Provided material:
=======

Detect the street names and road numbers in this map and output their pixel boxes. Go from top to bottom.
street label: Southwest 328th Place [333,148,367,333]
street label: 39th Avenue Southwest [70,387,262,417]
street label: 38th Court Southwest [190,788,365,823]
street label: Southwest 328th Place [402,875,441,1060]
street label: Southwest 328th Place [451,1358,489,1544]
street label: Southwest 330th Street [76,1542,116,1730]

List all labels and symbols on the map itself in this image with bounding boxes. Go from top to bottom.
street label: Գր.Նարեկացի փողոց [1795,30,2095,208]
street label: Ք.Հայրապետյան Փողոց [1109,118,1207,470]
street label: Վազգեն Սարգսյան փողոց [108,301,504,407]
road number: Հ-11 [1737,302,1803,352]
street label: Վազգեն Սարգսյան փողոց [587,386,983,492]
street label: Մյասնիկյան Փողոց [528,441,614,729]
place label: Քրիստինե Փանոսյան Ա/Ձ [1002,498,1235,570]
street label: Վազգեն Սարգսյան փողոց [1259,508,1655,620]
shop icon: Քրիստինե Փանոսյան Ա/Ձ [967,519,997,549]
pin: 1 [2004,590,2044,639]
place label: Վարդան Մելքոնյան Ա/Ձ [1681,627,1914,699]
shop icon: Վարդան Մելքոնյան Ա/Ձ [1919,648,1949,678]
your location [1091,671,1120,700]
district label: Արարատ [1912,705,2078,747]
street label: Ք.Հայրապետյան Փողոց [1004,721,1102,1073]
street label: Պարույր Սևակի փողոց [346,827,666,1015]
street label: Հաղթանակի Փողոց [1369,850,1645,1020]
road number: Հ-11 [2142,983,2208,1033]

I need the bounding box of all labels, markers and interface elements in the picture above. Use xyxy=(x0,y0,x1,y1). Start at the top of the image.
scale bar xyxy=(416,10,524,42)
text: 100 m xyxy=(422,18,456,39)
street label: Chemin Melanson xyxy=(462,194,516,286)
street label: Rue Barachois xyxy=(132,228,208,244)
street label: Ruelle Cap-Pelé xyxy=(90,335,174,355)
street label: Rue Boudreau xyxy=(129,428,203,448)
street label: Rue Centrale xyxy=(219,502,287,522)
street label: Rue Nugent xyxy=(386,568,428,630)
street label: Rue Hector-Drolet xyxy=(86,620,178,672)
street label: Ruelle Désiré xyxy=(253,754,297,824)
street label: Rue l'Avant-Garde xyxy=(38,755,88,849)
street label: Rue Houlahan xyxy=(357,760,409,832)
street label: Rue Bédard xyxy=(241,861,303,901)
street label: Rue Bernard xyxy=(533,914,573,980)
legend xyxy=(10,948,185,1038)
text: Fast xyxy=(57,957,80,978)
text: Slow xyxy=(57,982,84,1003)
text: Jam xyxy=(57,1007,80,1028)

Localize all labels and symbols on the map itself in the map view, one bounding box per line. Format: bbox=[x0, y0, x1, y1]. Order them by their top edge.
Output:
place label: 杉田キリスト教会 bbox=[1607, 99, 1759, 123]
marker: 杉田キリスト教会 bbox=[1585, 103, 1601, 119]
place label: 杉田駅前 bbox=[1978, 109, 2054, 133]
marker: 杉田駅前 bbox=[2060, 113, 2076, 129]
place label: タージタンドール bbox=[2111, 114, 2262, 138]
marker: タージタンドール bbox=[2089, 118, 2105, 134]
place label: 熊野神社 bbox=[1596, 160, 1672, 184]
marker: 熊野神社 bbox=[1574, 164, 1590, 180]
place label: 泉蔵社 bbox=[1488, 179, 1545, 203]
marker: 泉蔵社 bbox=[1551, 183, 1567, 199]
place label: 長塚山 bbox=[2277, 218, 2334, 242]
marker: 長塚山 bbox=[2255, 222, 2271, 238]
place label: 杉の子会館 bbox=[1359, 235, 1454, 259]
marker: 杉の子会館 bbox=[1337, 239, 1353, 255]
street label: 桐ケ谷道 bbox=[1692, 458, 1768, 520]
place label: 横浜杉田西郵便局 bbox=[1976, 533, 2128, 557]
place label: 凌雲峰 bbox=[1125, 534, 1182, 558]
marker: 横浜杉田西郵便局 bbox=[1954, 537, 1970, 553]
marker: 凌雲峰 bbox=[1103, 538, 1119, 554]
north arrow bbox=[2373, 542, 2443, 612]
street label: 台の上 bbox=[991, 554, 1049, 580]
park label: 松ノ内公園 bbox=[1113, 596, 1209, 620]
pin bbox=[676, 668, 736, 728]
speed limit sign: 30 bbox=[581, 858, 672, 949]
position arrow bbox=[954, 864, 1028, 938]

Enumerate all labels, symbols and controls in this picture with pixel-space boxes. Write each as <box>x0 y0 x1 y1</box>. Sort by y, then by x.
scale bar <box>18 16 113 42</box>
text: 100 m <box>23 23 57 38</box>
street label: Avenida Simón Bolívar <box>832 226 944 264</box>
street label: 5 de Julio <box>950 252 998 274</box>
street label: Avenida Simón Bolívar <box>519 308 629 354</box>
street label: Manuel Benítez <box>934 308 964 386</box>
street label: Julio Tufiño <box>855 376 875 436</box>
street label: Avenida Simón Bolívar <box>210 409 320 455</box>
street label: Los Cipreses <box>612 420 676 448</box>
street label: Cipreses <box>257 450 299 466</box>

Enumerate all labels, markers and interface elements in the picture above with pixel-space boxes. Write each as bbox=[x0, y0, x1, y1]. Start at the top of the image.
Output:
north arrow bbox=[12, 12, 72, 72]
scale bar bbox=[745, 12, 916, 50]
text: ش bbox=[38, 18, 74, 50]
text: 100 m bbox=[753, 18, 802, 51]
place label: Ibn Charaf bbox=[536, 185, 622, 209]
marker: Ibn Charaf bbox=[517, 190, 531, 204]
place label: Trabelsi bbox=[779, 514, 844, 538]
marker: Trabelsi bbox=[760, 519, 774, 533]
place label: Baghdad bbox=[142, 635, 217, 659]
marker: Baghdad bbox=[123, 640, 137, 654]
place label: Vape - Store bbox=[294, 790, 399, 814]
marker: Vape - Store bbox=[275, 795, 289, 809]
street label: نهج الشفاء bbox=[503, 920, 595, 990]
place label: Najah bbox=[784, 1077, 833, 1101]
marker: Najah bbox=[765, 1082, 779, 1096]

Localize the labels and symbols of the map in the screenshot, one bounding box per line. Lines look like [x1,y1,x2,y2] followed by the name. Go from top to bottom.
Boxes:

=======

Assigned task:
I would like you to return every entry exactly, with nothing changed.

Result below:
Detect the street names and road numbers in this map and output their pixel boxes. Go from top to bottom.
street label: Southwest 328th Place [333,148,367,333]
street label: 39th Avenue Southwest [70,387,262,417]
street label: 38th Court Southwest [190,788,365,823]
street label: Southwest 328th Place [402,875,441,1060]
street label: Southwest 328th Place [451,1358,489,1544]
street label: Southwest 330th Street [76,1542,116,1730]

List all labels and symbols on the map itself in this image with bounding boxes. Go from top to bottom.
street label: Գր.Նարեկացի փողոց [1795,30,2095,208]
street label: Ք.Հայրապետյան Փողոց [1109,118,1207,470]
street label: Վազգեն Սարգսյան փողոց [108,301,504,407]
road number: Հ-11 [1737,302,1803,352]
street label: Վազգեն Սարգսյան փողոց [587,386,983,492]
street label: Մյասնիկյան Փողոց [528,441,614,729]
place label: Քրիստինե Փանոսյան Ա/Ձ [1002,498,1235,570]
street label: Վազգեն Սարգսյան փողոց [1259,508,1655,620]
shop icon: Քրիստինե Փանոսյան Ա/Ձ [967,519,997,549]
pin: 1 [2004,590,2044,639]
place label: Վարդան Մելքոնյան Ա/Ձ [1681,627,1914,699]
shop icon: Վարդան Մելքոնյան Ա/Ձ [1919,648,1949,678]
your location [1091,671,1120,700]
district label: Արարատ [1912,705,2078,747]
street label: Ք.Հայրապետյան Փողոց [1004,721,1102,1073]
street label: Պարույր Սևակի փողոց [346,827,666,1015]
street label: Հաղթանակի Փողոց [1369,850,1645,1020]
road number: Հ-11 [2142,983,2208,1033]

I need the bounding box of all labels, markers and interface elements in the picture above. Use xyxy=(x0,y0,x1,y1). Start at the top of the image.
scale bar xyxy=(416,10,524,42)
text: 100 m xyxy=(422,18,456,39)
street label: Chemin Melanson xyxy=(462,194,516,286)
street label: Rue Barachois xyxy=(132,228,208,244)
street label: Ruelle Cap-Pelé xyxy=(90,335,174,355)
street label: Rue Boudreau xyxy=(129,428,203,448)
street label: Rue Centrale xyxy=(219,502,287,522)
street label: Rue Nugent xyxy=(386,568,428,630)
street label: Rue Hector-Drolet xyxy=(86,620,178,672)
street label: Ruelle Désiré xyxy=(253,754,297,824)
street label: Rue l'Avant-Garde xyxy=(38,755,88,849)
street label: Rue Houlahan xyxy=(357,760,409,832)
street label: Rue Bédard xyxy=(241,861,303,901)
street label: Rue Bernard xyxy=(533,914,573,980)
legend xyxy=(10,948,185,1038)
text: Fast xyxy=(57,957,80,978)
text: Slow xyxy=(57,982,84,1003)
text: Jam xyxy=(57,1007,80,1028)

Localize all labels and symbols on the map itself in the map view, one bounding box per line. Format: bbox=[x0, y0, x1, y1]. Order them by their top edge.
Output:
place label: 杉田キリスト教会 bbox=[1607, 99, 1759, 123]
marker: 杉田キリスト教会 bbox=[1585, 103, 1601, 119]
place label: 杉田駅前 bbox=[1978, 109, 2054, 133]
marker: 杉田駅前 bbox=[2060, 113, 2076, 129]
place label: タージタンドール bbox=[2111, 114, 2262, 138]
marker: タージタンドール bbox=[2089, 118, 2105, 134]
place label: 熊野神社 bbox=[1596, 160, 1672, 184]
marker: 熊野神社 bbox=[1574, 164, 1590, 180]
place label: 泉蔵社 bbox=[1488, 179, 1545, 203]
marker: 泉蔵社 bbox=[1551, 183, 1567, 199]
place label: 長塚山 bbox=[2277, 218, 2334, 242]
marker: 長塚山 bbox=[2255, 222, 2271, 238]
place label: 杉の子会館 bbox=[1359, 235, 1454, 259]
marker: 杉の子会館 bbox=[1337, 239, 1353, 255]
street label: 桐ケ谷道 bbox=[1692, 458, 1768, 520]
place label: 横浜杉田西郵便局 bbox=[1976, 533, 2128, 557]
place label: 凌雲峰 bbox=[1125, 534, 1182, 558]
marker: 横浜杉田西郵便局 bbox=[1954, 537, 1970, 553]
marker: 凌雲峰 bbox=[1103, 538, 1119, 554]
north arrow bbox=[2373, 542, 2443, 612]
street label: 台の上 bbox=[991, 554, 1049, 580]
park label: 松ノ内公園 bbox=[1113, 596, 1209, 620]
pin bbox=[676, 668, 736, 728]
speed limit sign: 30 bbox=[581, 858, 672, 949]
position arrow bbox=[954, 864, 1028, 938]

Enumerate all labels, symbols and controls in this picture with pixel-space boxes. Write each as <box>x0 y0 x1 y1</box>. Sort by y, then by x.
scale bar <box>18 16 113 42</box>
text: 100 m <box>23 23 57 38</box>
street label: Avenida Simón Bolívar <box>832 226 944 264</box>
street label: 5 de Julio <box>950 252 998 274</box>
street label: Avenida Simón Bolívar <box>519 308 629 354</box>
street label: Manuel Benítez <box>934 308 964 386</box>
street label: Julio Tufiño <box>855 376 875 436</box>
street label: Avenida Simón Bolívar <box>210 409 320 455</box>
street label: Los Cipreses <box>612 420 676 448</box>
street label: Cipreses <box>257 450 299 466</box>

Enumerate all labels, markers and interface elements in the picture above with pixel-space boxes. Write each as bbox=[x0, y0, x1, y1]. Start at the top of the image.
Output:
north arrow bbox=[12, 12, 72, 72]
scale bar bbox=[745, 12, 916, 50]
text: ش bbox=[38, 18, 74, 50]
text: 100 m bbox=[753, 18, 802, 51]
place label: Ibn Charaf bbox=[536, 185, 622, 209]
marker: Ibn Charaf bbox=[517, 190, 531, 204]
place label: Trabelsi bbox=[779, 514, 844, 538]
marker: Trabelsi bbox=[760, 519, 774, 533]
place label: Baghdad bbox=[142, 635, 217, 659]
marker: Baghdad bbox=[123, 640, 137, 654]
place label: Vape - Store bbox=[294, 790, 399, 814]
marker: Vape - Store bbox=[275, 795, 289, 809]
street label: نهج الشفاء bbox=[503, 920, 595, 990]
place label: Najah bbox=[784, 1077, 833, 1101]
marker: Najah bbox=[765, 1082, 779, 1096]

Localize the labels and symbols of the map in the screenshot, one bounding box per line. Lines look like [x1,y1,x2,y2] followed by the name. Go from top to bottom.
Boxes:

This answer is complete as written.